HC Deb 27 June 1917 vol 95 cc378-80
61. Major HUNT

asked the Prime Minister what steps have already been taken to provide houses and land and the loan of the necessary capital for those of the sailors and soldiers who have already returned from the front incapacitated for further service, and who are desirous of becoming permanently settled on the land in the United Kingdom?


Steps are being taken to provide land and accommodation for ex-soldiers and sailors under the Small Holdings Colonies Act of last Session. The facilities are not intended primarily for incapacitated soldiers, although some of these will be taken in under the scheme where possible. A statement of the progress made under the Act was given by me on 27th March. Agricultural training for wounded soldiers and sailors is available either at Wye Agricultural College in Kent or through arrangements with individual farmers of standing. These training facilities, which are under the control of the Board of Agriculture and the local pensions committees, provide for the upkeep of a man's dependants during his period of training, for the payment of the fees of the training, and also for pocket-money for the man. No provision exists for the loan of capital for setting up ex-soldiers and sailors as farmers.

Major HUNT

I do not quite understand the reply. Have any houses and lands been provided for our soldiers who want to go on the land in this country?

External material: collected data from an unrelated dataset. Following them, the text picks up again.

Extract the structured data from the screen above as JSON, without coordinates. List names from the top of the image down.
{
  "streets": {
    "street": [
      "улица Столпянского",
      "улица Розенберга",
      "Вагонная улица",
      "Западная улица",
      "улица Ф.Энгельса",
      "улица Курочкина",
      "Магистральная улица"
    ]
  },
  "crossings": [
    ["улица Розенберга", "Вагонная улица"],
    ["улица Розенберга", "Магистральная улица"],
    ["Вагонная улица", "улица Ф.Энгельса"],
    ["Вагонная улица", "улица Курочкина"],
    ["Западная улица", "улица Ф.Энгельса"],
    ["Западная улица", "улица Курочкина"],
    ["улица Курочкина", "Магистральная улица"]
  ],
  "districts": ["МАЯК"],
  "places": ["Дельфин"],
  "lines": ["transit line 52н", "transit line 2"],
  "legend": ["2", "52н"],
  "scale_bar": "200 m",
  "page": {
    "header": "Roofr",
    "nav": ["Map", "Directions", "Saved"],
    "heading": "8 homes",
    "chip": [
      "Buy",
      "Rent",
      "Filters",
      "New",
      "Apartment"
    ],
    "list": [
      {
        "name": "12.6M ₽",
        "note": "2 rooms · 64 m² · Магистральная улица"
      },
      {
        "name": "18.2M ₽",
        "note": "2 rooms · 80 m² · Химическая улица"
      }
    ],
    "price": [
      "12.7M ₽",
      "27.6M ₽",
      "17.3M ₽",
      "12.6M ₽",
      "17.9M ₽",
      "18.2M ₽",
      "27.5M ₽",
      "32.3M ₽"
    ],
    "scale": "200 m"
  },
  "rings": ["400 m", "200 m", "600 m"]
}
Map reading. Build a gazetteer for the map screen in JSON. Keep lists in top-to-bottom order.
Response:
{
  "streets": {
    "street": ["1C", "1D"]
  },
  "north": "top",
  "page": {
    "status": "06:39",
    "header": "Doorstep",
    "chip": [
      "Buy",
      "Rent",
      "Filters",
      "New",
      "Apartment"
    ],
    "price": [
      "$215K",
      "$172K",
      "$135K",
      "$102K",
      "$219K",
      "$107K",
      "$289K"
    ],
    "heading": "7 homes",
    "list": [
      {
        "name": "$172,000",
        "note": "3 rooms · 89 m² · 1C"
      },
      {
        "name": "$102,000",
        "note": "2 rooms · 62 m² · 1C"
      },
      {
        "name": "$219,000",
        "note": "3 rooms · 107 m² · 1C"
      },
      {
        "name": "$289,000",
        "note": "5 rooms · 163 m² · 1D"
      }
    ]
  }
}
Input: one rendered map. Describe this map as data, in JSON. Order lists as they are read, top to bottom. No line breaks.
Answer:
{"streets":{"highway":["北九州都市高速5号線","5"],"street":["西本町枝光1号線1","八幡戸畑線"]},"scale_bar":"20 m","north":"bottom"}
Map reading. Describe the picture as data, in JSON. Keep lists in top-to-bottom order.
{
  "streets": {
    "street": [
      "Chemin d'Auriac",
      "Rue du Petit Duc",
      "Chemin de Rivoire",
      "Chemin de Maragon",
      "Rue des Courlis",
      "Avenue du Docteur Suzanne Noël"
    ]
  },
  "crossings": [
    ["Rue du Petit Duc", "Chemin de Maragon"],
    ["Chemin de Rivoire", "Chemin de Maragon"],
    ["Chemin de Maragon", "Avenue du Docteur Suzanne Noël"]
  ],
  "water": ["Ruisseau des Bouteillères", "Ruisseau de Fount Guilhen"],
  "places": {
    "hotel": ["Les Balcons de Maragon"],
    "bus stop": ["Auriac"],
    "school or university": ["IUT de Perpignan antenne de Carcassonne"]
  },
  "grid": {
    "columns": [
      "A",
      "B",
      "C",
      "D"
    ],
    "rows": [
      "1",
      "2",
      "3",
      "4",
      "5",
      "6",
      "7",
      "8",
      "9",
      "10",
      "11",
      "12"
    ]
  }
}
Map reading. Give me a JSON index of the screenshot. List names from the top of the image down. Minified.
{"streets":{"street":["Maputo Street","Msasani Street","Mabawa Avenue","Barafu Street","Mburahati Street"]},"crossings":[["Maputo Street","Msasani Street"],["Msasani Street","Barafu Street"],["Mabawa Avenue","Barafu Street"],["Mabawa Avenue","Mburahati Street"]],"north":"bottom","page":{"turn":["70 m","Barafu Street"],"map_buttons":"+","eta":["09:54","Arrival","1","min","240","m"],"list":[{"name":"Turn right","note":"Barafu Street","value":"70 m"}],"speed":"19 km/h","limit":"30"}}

If my hon. and gallant Friend will read the answer, he will see that that is dealt with.


Is it not a fact that the Colonies Act only provides small holdings for 300 families and that we have 5,000,000 soldiers?


That, of course, only touches the fringe of the question. There is another question to which I shall give an answer later on which deals with another aspect of the matter.

Colonel C. LOWTHER

Is there any national organisation for providing work for our soldiers and sailors who find themselves destitute and have given up their avocations?


Does the hon. and gallant Gentleman mean at the end of the War?

Colonel C. LOWTHER



That is one of the subjects with which the Reconstruction Committee is dealing now.

62. Major HUNT

asked the Prime Minister whether the Imperial Government have yet agreed with the Governments of the Oversea Empire as to the settlement and provision of land and houses and the loan, of the necessary capital for those of our sailors and soldiers who are anxious to settle on land for agricultural occupation after the War in our Oversea Empire?


It is obviously impossible to take action in the matter until the Report of the Committee now sitting has been received and considered.

Major HUNT

Can the right hon. Gentleman say when this Committee is likely to report, as this matter is very urgent, and are not the Dominions waiting for a lead from the Mother Country?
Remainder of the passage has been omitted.